Contents
- CopyOnWriteArrayList and CopyOnWriteArraySet
- ConcurrentHashMap Advanced Operations
- ConcurrentSkipListMap and ConcurrentSkipListSet
- ConcurrentLinkedQueue and Deque
- Choosing the Right Concurrent Collection
CopyOnWriteArrayList makes a fresh copy of the underlying array on every write. Reads are lock-free and always see a consistent snapshot. Writes are expensive (O(n) copy), so this is only suitable for read-heavy lists with rare writes.
import java.util.concurrent.CopyOnWriteArrayList;
import java.util.concurrent.CopyOnWriteArraySet;
// CopyOnWriteArrayList — ideal for event listener lists
CopyOnWriteArrayList<EventListener> listeners = new CopyOnWriteArrayList<>();
// Add listeners from any thread — thread-safe
listeners.add(new LoggingListener());
listeners.add(new MetricsListener());
// Iterate — snapshot of the list at the time iterator was created
// Never throws ConcurrentModificationException
// Even if listeners are added/removed during iteration, the loop is unaffected
for (EventListener listener : listeners) {
listener.onEvent(event); // listeners modified elsewhere won't affect this loop
}
// Add if not present (atomic check-and-add)

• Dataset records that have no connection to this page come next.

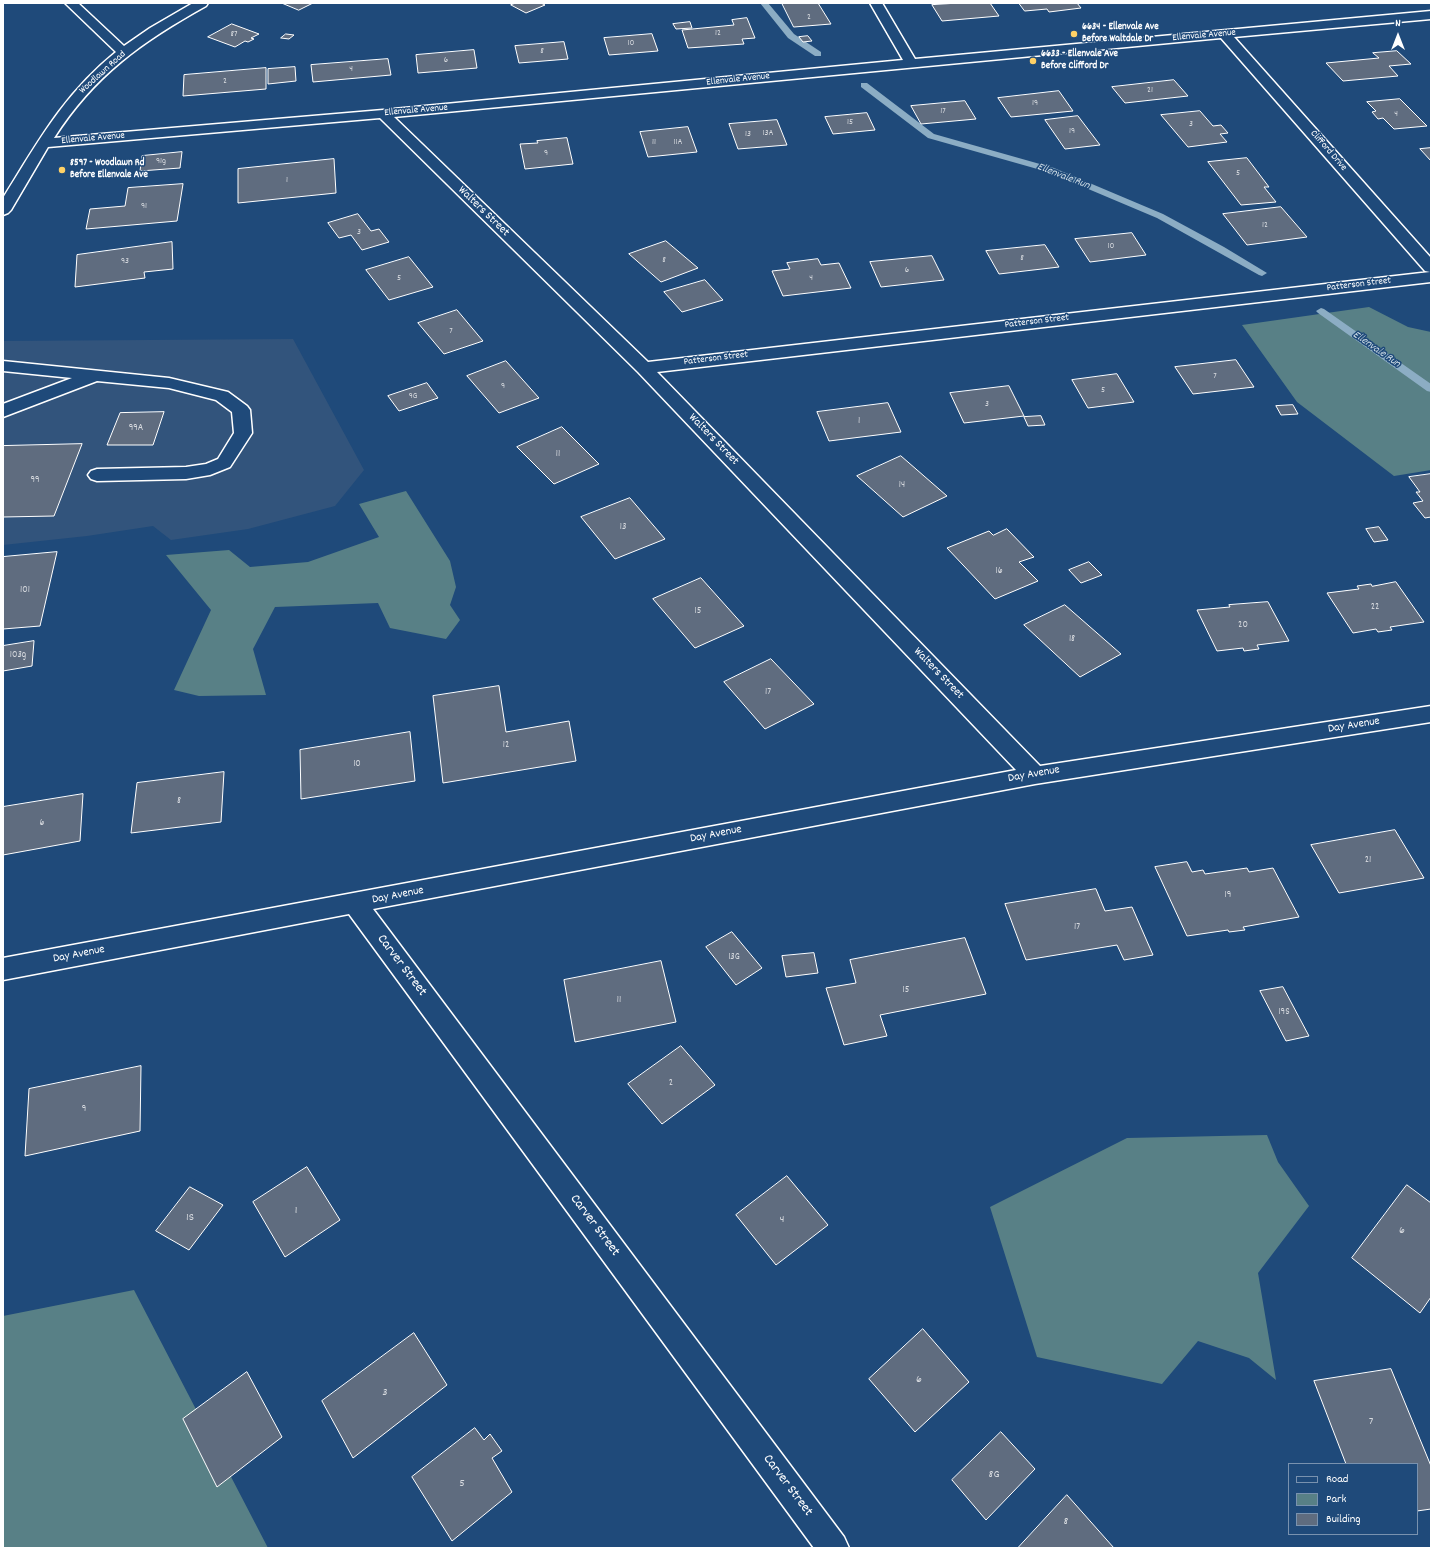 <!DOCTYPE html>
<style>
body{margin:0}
#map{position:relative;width:1434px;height:1551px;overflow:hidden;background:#1f4a7a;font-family:Dekko,sans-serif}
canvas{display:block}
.frame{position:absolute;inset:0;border:4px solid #fff;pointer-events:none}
.legend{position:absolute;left:1288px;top:1463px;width:130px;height:72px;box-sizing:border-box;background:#1f4a7a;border:1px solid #7992af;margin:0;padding:5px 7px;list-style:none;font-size:12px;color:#fff}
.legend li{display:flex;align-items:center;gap:8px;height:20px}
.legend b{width:20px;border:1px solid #7992af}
.north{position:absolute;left:1378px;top:16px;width:40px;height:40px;-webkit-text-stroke:3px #1f4a7a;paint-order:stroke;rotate:0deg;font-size:11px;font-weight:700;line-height:16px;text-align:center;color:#fff}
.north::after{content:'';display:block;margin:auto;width:14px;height:18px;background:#fff;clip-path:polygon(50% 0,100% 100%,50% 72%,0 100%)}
</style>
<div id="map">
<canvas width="1434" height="1551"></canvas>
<div class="frame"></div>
<ul class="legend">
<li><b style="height:5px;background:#1f4a7a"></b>Road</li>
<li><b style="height:11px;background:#588086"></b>Park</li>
<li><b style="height:11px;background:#5f6c7f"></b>Building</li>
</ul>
<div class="north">N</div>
</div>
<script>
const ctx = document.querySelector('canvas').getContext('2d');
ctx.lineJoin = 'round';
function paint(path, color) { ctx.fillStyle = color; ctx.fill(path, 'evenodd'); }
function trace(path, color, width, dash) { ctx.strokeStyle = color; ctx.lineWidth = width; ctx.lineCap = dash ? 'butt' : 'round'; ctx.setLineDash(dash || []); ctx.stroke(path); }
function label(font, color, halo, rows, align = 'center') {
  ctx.font = font + ' Dekko,sans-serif'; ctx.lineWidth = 3; ctx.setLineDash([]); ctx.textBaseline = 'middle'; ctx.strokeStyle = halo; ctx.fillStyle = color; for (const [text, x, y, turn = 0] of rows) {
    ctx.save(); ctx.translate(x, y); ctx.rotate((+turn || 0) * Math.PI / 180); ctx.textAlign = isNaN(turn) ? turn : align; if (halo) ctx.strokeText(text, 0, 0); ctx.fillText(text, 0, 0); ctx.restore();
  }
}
const built = new Path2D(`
 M 293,339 L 364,470 L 335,506 L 248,529 L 171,540 L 153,526 L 87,536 L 3,545 L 3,341 Z`);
const green = new Path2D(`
 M 1369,307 L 1408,327 L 1431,332 L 1431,470 L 1394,476 L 1297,402 L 1242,325 Z
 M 406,491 L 450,561 L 456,587 L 450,605 L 460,620 L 446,639 L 390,628 L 378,603 L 275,607 L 253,649 L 266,695 L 199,696 L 174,690 L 211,610 L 166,555 L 229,550 L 250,567 L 308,562 L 379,537 L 359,504 Z
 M 1267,1135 L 1278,1162 L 1309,1206 L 1258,1273 L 1276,1380 L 1249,1358 L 1198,1341 L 1162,1384 L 1037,1357 L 990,1207 L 1127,1138 Z
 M 134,1290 L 268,1548 L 3,1548 L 3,1316 Z`);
const stream = new Path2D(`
 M 760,3 L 768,3 L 794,34 L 821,52 L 821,56 L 815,56 L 788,38 Z
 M 861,83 L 867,83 L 934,134 L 1054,168 L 1163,214 L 1224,247 L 1267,273 L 1262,276 L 1259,275 L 1157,218 L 1048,172 L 928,138 L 861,87 Z
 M 1321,308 L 1324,309 L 1431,384 L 1431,392 L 1427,391 L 1318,313 L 1316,311 Z`);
const building = new Path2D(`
 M 282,3 L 313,3 L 299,10 Z
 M 516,3 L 541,3 L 545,5 L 526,13 L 511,5 Z
 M 782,3 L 818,3 L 831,24 L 794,27 Z
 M 959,3 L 990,3 L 999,16 L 942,21 L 932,5 Z
 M 1019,3 L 1077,3 L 1081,8 L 1049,12 L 1047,9 L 1025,11 Z
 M 747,18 L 755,38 L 742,39 L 744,44 L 688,48 L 682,30 L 734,25 L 732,20 Z
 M 690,22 L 692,28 L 676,29 L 673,24 Z
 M 232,24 L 259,34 L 251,38 L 254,39 L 248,42 L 245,41 L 235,47 L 208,37 Z
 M 286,34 L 294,35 L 289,39 L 281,38 Z
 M 652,34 L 658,51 L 609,55 L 604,38 Z
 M 808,36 L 812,41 L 803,42 L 799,37 Z
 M 564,42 L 568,59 L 519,63 L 515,46 Z
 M 474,50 L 477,68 L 418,73 L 416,55 Z
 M 1397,51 L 1411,64 L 1389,66 L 1398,76 L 1343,81 L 1326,63 L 1379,58 L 1373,53 Z
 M 388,59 L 391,75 L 313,82 L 311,65 Z
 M 295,67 L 296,81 L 268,84 L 268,69 Z
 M 266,68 L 266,89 L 183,96 L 184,75 Z
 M 1174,80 L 1188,96 L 1125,103 L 1112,87 Z
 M 1059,91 L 1073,111 L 1011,117 L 998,98 Z
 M 1400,99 L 1427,126 L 1394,129 L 1383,118 L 1378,119 L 1372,112 L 1376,111 L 1367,102 Z
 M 965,101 L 976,119 L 921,124 L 911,106 Z
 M 1200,111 L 1213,126 L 1221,125 L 1228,133 L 1220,134 L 1227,142 L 1188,147 L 1161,115 Z
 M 867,113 L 875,130 L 833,134 L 825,117 Z
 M 1078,116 L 1100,145 L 1065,149 L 1045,120 Z
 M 777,120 L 787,145 L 738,149 L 729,124 Z
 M 688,127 L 697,152 L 648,157 L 640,132 Z
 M 567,138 L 573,164 L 525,169 L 520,144 L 538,143 L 537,141 Z
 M 1431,148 L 1431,161 L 1420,149 Z
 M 182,152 L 180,168 L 140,171 L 142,156 Z
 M 1247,158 L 1269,187 L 1264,187 L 1276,202 L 1241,205 L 1208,162 Z
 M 334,159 L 336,193 L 238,203 L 238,169 Z
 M 183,184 L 177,221 L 86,229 L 90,209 L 125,206 L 128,188 Z
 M 1281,207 L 1307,237 L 1247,245 L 1223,214 Z
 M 358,214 L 371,231 L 379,229 L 389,242 L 362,250 L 351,235 L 339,238 L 328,223 Z
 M 1132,233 L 1146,255 L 1090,262 L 1075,239 Z
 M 666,241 L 698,268 L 661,282 L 629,254 Z
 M 172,242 L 173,269 L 144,272 L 145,278 L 75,287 L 77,255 Z
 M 1045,245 L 1059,267 L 999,274 L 986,251 Z
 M 932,256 L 944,280 L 881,287 L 870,262 Z
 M 409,257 L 433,287 L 389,300 L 366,270 Z
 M 818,259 L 821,265 L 839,263 L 851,288 L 783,296 L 772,271 L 790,269 L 787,263 Z
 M 705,280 L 723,300 L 682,312 L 664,292 Z
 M 457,310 L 483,341 L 444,354 L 418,323 Z
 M 1236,360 L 1254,387 L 1193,394 L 1175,367 Z
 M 506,361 L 539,398 L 499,413 L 467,376 Z
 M 1117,374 L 1134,402 L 1088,408 L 1072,380 Z
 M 427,383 L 438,398 L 399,411 L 388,396 Z
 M 1009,386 L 1024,416 L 964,423 L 950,393 Z
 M 888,403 L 901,432 L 829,441 L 817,412 Z
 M 1293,405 L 1298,414 L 1281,415 L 1276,406 Z
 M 164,412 L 153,445 L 107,445 L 120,413 Z
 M 1041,416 L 1045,425 L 1028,426 L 1024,417 Z
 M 562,427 L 599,464 L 554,484 L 517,447 Z
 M 82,444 L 54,516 L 3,517 L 3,446 Z
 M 901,456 L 947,496 L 903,517 L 857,476 Z
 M 1431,474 L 1431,517 L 1425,518 L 1413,503 L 1423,501 L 1416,492 L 1420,492 L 1409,477 Z
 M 630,498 L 665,539 L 615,559 L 581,517 Z
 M 1379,527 L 1388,540 L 1374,542 L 1366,529 Z
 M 1007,529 L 1034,557 L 1019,562 L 1038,581 L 995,599 L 947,548 L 989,531 L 993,535 Z
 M 57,552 L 40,626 L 3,629 L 3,557 Z
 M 1089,562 L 1102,575 L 1081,583 L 1069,570 Z
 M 701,578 L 744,626 L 695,648 L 653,599 Z
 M 1396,582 L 1424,622 L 1390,627 L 1392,630 L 1378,632 L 1376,629 L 1353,633 L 1327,593 L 1359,589 L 1357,586 L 1371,584 L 1372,586 Z
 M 1268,602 L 1289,641 L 1257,645 L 1259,649 L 1244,651 L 1243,648 L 1217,651 L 1197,610 L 1230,607 L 1229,605 Z
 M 1065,605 L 1121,654 L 1080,677 L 1024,625 Z
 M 34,641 L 32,666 L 3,671 L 3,646 Z
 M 771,659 L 814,704 L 765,729 L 724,682 Z
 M 499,686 L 506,732 L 569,721 L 576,761 L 443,783 L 433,696 Z
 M 410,732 L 415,781 L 301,799 L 300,750 Z
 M 224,772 L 221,822 L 131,833 L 137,783 Z
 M 83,794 L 80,841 L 3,855 L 3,807 Z
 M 1395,830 L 1424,878 L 1339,893 L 1311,845 Z
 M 1187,862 L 1192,872 L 1203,870 L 1205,874 L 1247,868 L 1249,872 L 1273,868 L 1299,917 L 1243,927 L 1245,930 L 1229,932 L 1228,930 L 1187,936 L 1155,867 Z
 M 1096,889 L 1105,911 L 1132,907 L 1153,955 L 1124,960 L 1117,945 L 1026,960 L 1005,904 Z
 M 732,932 L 762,968 L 736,985 L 706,947 Z
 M 965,938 L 986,994 L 880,1015 L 887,1036 L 844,1045 L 826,988 L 856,983 L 850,960 Z
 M 814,953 L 818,973 L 786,977 L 782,956 Z
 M 661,961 L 676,1022 L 575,1042 L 564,980 Z
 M 1283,987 L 1309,1036 L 1286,1041 L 1260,991 Z
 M 681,1046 L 715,1085 L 662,1124 L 628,1084 Z
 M 141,1066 L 140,1131 L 25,1156 L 29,1089 Z
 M 307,1167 L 340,1220 L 285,1257 L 253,1202 Z
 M 787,1176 L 828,1225 L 776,1265 L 736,1215 Z
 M 1407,1185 L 1431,1203 L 1431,1297 L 1420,1313 L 1352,1258 Z
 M 190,1187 L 223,1205 L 189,1250 L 156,1231 Z
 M 923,1329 L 969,1382 L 915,1432 L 869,1379 Z
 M 414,1333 L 447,1385 L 353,1458 L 322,1401 Z
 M 1391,1369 L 1431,1466 L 1431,1509 L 1417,1511 L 1417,1464 L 1346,1464 L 1314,1381 Z
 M 247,1372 L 282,1437 L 217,1487 L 183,1419 Z
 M 475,1428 L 484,1440 L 490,1434 L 502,1451 L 492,1458 L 512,1492 L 452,1541 L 412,1477 Z
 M 1001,1432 L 1035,1469 L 986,1520 L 952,1480 Z
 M 1067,1495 L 1114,1548 L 1018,1548 Z`);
const minor = new Path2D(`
 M 65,3 L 78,3 L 124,46 L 150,28 L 193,3 L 208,3 L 206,6 C 143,41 94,75 54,138 L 383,110 L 903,60 L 870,3 L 882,3 L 915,59 L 1431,11 L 1431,19 L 1234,37 L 1431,258 L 1431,282 L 657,372 L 1040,766 L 1431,706 L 1431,722 L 1035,784 L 373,909 L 844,1537 L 849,1548 L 814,1548 L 349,914 L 3,980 L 3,958 L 1016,770 L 638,372 L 380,118 L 48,147 L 11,210 L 8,213 L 3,215 L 3,198 C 38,142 63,95 116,52 ZM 1221,38 L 1425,271 L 1430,272 L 648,362 L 394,117 Z
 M 3,361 L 169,378 L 228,392 L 247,406 L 250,410 L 252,433 L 230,467 L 210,475 L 186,479 L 97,481 L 91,479 L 88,475 L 91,471 L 97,469 L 186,467 L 206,464 L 218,459 L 234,433 L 232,412 L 216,400 L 169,388 L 97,381 L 3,417 L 3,404 L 72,378 L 3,371 Z`);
const markers = [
 [1074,34,4,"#ffd166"],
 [1033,61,4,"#ffd166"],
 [62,170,4,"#ffd166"]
];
const farNumbernames = [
 ["2",809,18],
 ["12",718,34],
 ["87",234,35],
 ["10",631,44],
 ["8",542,52],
 ["6",446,61],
 ["4",351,70],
 ["2",225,82],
 ["21",1150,91],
 ["19",1035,104],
 ["17",943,112],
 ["4",1396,115],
 ["15",850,123],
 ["3",1191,125],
 ["19",1072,132],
 ["13A",768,134],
 ["13",748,135],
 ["11",654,143],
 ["11A",678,143],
 ["9",546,154],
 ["91g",161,162],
 ["5",1238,174],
 ["1",287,181],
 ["91",144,207],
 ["12",1265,226],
 ["3",359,233],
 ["10",1111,247],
 ["8",1022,259],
 ["8",664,261],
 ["93",125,262],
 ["6",907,271],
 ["5",399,279],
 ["4",811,279],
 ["7",451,332],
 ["7",1215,377],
 ["9",503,387],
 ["5",1103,391],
 ["9G",413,397],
 ["3",987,405]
];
const farPoinames = [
 ["6634 - Ellenvale Ave",1082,28],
 ["Before Waltdale Dr",1082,40],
 ["6633 - Ellenvale Ave",1041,55],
 ["Before Clifford Dr",1041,67],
 ["8597 - Woodlawn Rd",70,164],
 ["Before Ellenvale Ave",70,176]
];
const farStreetnames = [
 ["Ellenvale Avenue",1204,36,-5],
 ["Woodlawn Road",103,73,-42],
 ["Ellenvale Avenue",738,80,-6],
 ["Ellenvale Avenue",416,111,-5],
 ["Ellenvale Avenue",93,139,-5],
 ["Clifford Drive",1328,151,49],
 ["Patterson Street",1359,285,-7],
 ["Patterson Street",1037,322,-7],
 ["Patterson Street",716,359,-7]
];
const numberNames = [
 ["1",859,422],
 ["99A",136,429],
 ["11",558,455],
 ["99",35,481],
 ["14",902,486],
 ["13",623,528],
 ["16",999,572],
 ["101",25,591],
 ["22",1375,608],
 ["15",698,612],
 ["20",1243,626],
 ["18",1072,640],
 ["103g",18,656],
 ["17",768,693],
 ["12",506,746],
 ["10",357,765],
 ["8",179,802],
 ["6",42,824],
 ["21",1368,861],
 ["19",1228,896],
 ["17",1077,928],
 ["13G",734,958],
 ["15",906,991],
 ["11",619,1001],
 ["19S",1284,1013],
 ["2",671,1084],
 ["9",84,1110]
];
const farWaternames = [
 ["Ellenvale Run",1063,177,21],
 ["Ellenvale Run",1376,350,35]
];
const streetNames = [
 ["Walters Street",483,212,44],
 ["Walters Street",713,440,46],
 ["Walters Street",938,674,46],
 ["Day Avenue",1354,726,-9],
 ["Day Avenue",1034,775,-10],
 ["Day Avenue",716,835,-11],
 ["Day Avenue",398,896,-11],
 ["Day Avenue",79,955,-11]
];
const nearNumbernames = [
 ["1",296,1211],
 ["1S",190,1218],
 ["4",782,1220],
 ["6",1402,1231],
 ["6",919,1380],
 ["3",385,1393],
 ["7",1371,1422],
 ["8G",994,1475],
 ["5",462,1484],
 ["8",1066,1522]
];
const nearStreetnames = [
 ["Carver Street",401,966,53],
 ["Carver Street",594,1226,53],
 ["Carver Street",787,1486,53]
];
paint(built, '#32547c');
paint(green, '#588086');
paint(stream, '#8cadc4');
paint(building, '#5f6c7f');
trace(building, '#fff', 1);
trace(minor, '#fff', 3);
paint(minor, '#1f4a7a');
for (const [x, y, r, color] of markers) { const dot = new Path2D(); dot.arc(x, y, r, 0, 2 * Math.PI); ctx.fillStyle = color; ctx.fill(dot); trace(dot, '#1f4a7a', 1.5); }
label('9px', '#d7dadf', null, farNumbernames);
label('bold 10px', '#fff', '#1f4a7a', farPoinames, 'left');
label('10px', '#fff', '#1f4a7a', farStreetnames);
label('10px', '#d7dadf', null, numberNames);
label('italic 11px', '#cfdde6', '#1f4a7a', farWaternames);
label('12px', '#fff', '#1f4a7a', streetNames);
label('12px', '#d7dadf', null, nearNumbernames);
label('14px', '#fff', '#1f4a7a', nearStreetnames);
</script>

listeners.addIfAbsent(new LoggingListener()); // no duplicate added
// removeIf — thread-safe
listeners.removeIf(l -> l instanceof LoggingListener);
// CopyOnWriteArraySet — a Set backed by CopyOnWriteArrayList
// Same trade-off: lock-free reads, O(n) writes
CopyOnWriteArraySet<String> tags = new CopyOnWriteArraySet<>();
tags.add("java");
tags.add("concurrency");
tags.add("java"); // duplicate ignored
System.out.println(tags.size()); // 2
// When to use CopyOnWrite:
// ✓ Reads vastly outnumber writes (e.g., listener registries)
// ✓ Iteration happens concurrently with occasional writes
// ✓ Small collections (copying 10 elements is cheap; 100,000 is not)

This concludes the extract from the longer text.